Collected data
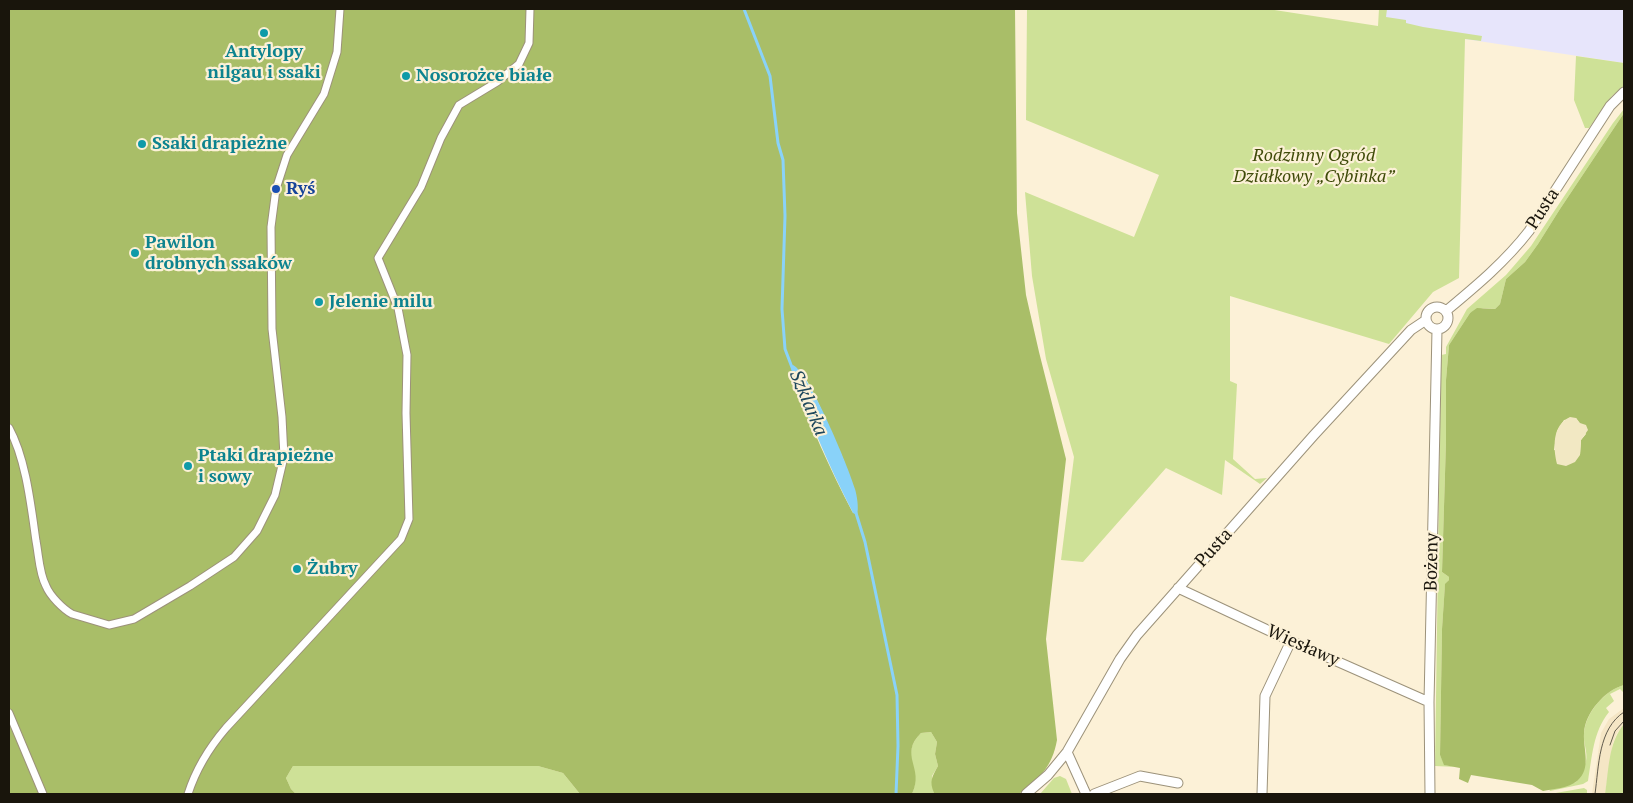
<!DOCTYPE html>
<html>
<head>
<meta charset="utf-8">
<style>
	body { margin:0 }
	#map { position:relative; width:1633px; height:803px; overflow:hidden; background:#fcf1d7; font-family:"PT Serif",serif }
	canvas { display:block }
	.frame { position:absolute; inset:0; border:10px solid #19150c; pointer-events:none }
</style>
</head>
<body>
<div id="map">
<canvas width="1633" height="803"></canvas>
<div class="frame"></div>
</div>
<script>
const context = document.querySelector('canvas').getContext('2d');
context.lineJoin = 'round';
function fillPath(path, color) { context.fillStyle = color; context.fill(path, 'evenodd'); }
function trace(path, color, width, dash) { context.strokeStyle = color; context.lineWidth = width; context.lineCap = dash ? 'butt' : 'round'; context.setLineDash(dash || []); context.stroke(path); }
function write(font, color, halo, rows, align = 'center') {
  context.font = font + ' "PT Serif",serif'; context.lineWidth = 4.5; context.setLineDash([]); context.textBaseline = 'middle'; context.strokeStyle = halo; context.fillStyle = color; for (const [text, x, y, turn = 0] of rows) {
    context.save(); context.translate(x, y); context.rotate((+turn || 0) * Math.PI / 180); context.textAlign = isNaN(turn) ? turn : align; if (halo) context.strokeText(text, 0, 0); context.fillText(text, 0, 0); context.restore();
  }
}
fillPath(new Path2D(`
	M 1624,708 L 1624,724 L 1617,733 L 1613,743 L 1605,794 L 1592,794 L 1601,733 L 1609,719 Z`), '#f5e6c5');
fillPath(new Path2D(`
	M 1379,9 L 1624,9 L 1624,63 L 1379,26 Z`), '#e7e5fb');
fillPath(new Path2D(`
	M 1027,9 L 1268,9 L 1378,26 L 1379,9 L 1387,9 L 1386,17 L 1406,20 L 1406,23 L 1423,27 L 1482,36 L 1481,41 L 1465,39 L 1459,278 L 1433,292 L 1389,344 L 1230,296 L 1230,381 L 1237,384 L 1233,459 L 1255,479 L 1267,478 L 1260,484 L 1225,460 L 1222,495 L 1166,468 L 1083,562 L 1061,560 L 1074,457 L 1046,359 L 1032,276 L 1025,192 L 1134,237 L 1159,175 L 1026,120 Z
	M 1576,56 L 1624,63 L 1624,86 L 1612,96 L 1589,128 L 1585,128 L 1574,100 Z
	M 1624,109 L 1624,113 L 1560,209 L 1538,244 L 1525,262 L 1506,279 L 1500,304 L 1495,309 L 1483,308 L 1470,313 L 1449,345 L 1446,380 L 1446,441 L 1442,572 L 1449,577 L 1449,580 L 1445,585 L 1442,629 L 1440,755 L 1445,765 L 1456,767 L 1435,766 L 1441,355 L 1446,354 L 1446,347 L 1467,309 L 1506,275 L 1531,246 L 1613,123 Z
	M 1624,685 L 1624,693 L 1620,689 L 1610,694 L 1614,701 L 1606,708 L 1609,712 C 1593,732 1592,757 1588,781 L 1583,784 L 1550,791 L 1549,789 L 1576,782 C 1579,776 1584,768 1586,761 C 1588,752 1583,743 1584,734 C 1585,713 1605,690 1624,685 Z
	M 1624,724 L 1624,794 L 1605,794 C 1609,770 1608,743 1624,724 Z
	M 931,732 L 937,742 L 935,754 L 938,766 L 932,776 L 934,793 L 939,794 L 912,794 C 923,770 898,756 921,733 Z
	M 293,766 L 538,766 L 563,773 L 580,794 L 296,794 L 291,789 L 286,778 Z
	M 1060,776 L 1066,779 L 1072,794 L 1040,794 L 1054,778 Z
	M 1584,788 L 1587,790 L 1587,794 L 1550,794 Z`), '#cee197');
fillPath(new Path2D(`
	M 9,9 L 1015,9 L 1017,213 L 1026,295 L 1039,352 L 1066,459 L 1046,639 L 1057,740 C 1052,767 1040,778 1019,794 L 934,793 C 929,781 932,777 938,766 L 935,754 L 937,742 L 931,732 L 921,733 C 898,756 925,767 912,794 L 580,794 L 563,773 L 538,766 L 293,766 L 286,778 L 291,789 L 296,794 L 9,794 ZM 802,371 L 817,400 L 844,461 L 853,513 C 830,470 810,424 793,379 Z
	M 1624,113 L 1624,685 C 1605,690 1585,713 1584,733 C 1583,750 1592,768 1577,781 C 1569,788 1553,789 1543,791 L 1532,785 L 1471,775 L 1468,783 L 1459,779 L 1460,768 L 1444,765 L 1440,755 L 1442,629 L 1445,584 L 1449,580 L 1449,577 L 1442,572 L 1446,441 L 1446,380 L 1449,345 L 1470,313 L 1477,308 L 1495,309 L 1500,304 L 1506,279 L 1525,262 L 1538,244 L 1560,209 ZM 1576,418 L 1586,434 L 1581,440 L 1580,455 L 1554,450 L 1557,431 L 1564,420 Z`), '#a9be68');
fillPath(new Path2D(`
	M 1570,417 L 1576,418 L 1580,423 L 1586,425 L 1588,430 L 1581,440 L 1580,455 L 1575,462 L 1566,466 L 1557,464 C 1553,448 1552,425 1570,417 Z`), '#f2e8c3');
fillPath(new Path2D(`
	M 793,365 C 809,372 849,468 855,489 C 857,496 859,508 857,515 L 853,513 C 840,488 828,462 817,436 C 807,414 795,391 791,367 Z`), '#89d2f9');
trace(new Path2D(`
	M 744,9 L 770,76 L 778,143 L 783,160 L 785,216 L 782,309 L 785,349 L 793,370
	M 856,513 L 865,542 L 897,695 L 898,746 L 896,794`), '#89d2f9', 3);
const pedestrian = new Path2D(`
	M 9,428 C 26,459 31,506 36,541 C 39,556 39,573 46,586 C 50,596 63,609 72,614 L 109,625 L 134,619 L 190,586 L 234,557 L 257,531 L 275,495 L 284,457 L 282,417 L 272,329 L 271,227 L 276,189 L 287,155 L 324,94 L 337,52 L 340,9
	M 9,713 L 43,794
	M 188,794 C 196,769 208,749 226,728 L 401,539 L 409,519 L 406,413 L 407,355 L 398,308 L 378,258 L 421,187 L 441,138 L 459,105 L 497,82 L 519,64 L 529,43 L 530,9`);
const minor = new Path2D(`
	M1426 318a11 11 0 1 1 22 0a11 11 0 1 1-22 0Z
	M 1446,311 C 1476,286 1505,262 1529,231 L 1610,106 L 1624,92
	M 1178,588 L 1291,641 L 1429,702
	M 1067,752 L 1086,794
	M 1026,794 L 1048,775 L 1067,752 L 1120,659 L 1137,635 L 1314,435 L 1411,330 L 1426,320
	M 1094,794 L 1140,776 L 1178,783
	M 1262,794 L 1265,696 L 1291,641
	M 1430,794 L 1429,702 L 1437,330`);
trace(pedestrian, '#9c927a', 9);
trace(minor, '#9c927a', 11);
trace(pedestrian, '#fff', 7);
trace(minor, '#fff', 9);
trace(new Path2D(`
	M 1610,745 L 1615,731 L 1624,721
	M 1595,794 C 1599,766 1598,729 1624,712`), '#615b4d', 1);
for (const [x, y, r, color] of [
	[264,33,5,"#0f9aa8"],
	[406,76,5,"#0f9aa8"],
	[142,144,5,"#0f9aa8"],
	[276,189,5,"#1a4fb4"],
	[135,253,5,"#0f9aa8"],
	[319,302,5,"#0f9aa8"],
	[188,466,5,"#0f9aa8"],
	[297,569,5,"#0f9aa8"]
]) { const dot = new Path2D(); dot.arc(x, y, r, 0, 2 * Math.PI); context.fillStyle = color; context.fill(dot); trace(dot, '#fcf1d7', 2); }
write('bold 18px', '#0d838f', '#fcf1d7', [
	["Antylopy",264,52,"center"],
	["nilgau i ssaki",264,73,"center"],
	["Nosorożce białe",416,76],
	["Ssaki drapieżne",152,144],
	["Pawilon",145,243],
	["drobnych ssaków",145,264],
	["Jelenie milu",329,302],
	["Ptaki drapieżne",198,456],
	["i sowy",198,477],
	["Żubry",307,569]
], 'left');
write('italic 18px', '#3f4b09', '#fcf1d7', [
	["Rodzinny Ogród",1314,156],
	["Działkowy „Cybinka”",1314,177]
]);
write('bold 18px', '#164399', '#fcf1d7', [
	["Ryś",286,189]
], 'left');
write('18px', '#19150c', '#fcf1d7', [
	["Pusta",1543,209,-57],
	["Pusta",1214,548,-48],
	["Bożeny",1432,562,-89],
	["Wiesławy",1303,646,24]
]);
write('italic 19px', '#1e475c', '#fcf1d7', [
	["Szklarka",808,403,67]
]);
</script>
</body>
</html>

WORK ORDER
Every line from the first line of the entries above through the line with "function write(font, color, halo, rows, align" must be repeated exactly, and pictures must not be.

SOLVED EXERCISE
<!DOCTYPE html>
<html>
<head>
<meta charset="utf-8">
<style>
	body { margin:0 }
	#map { position:relative; width:1633px; height:803px; overflow:hidden; background:#fcf1d7; font-family:"PT Serif",serif }
	canvas { display:block }
	.frame { position:absolute; inset:0; border:10px solid #19150c; pointer-events:none }
</style>
</head>
<body>
<div id="map">
<canvas width="1633" height="803"></canvas>
<div class="frame"></div>
</div>
<script>
const context = document.querySelector('canvas').getContext('2d');
context.lineJoin = 'round';
function fillPath(path, color) { context.fillStyle = color; context.fill(path, 'evenodd'); }
function trace(path, color, width, dash) { context.strokeStyle = color; context.lineWidth = width; context.lineCap = dash ? 'butt' : 'round'; context.setLineDash(dash || []); context.stroke(path); }
function write(font, color, halo, rows, align = 'center') {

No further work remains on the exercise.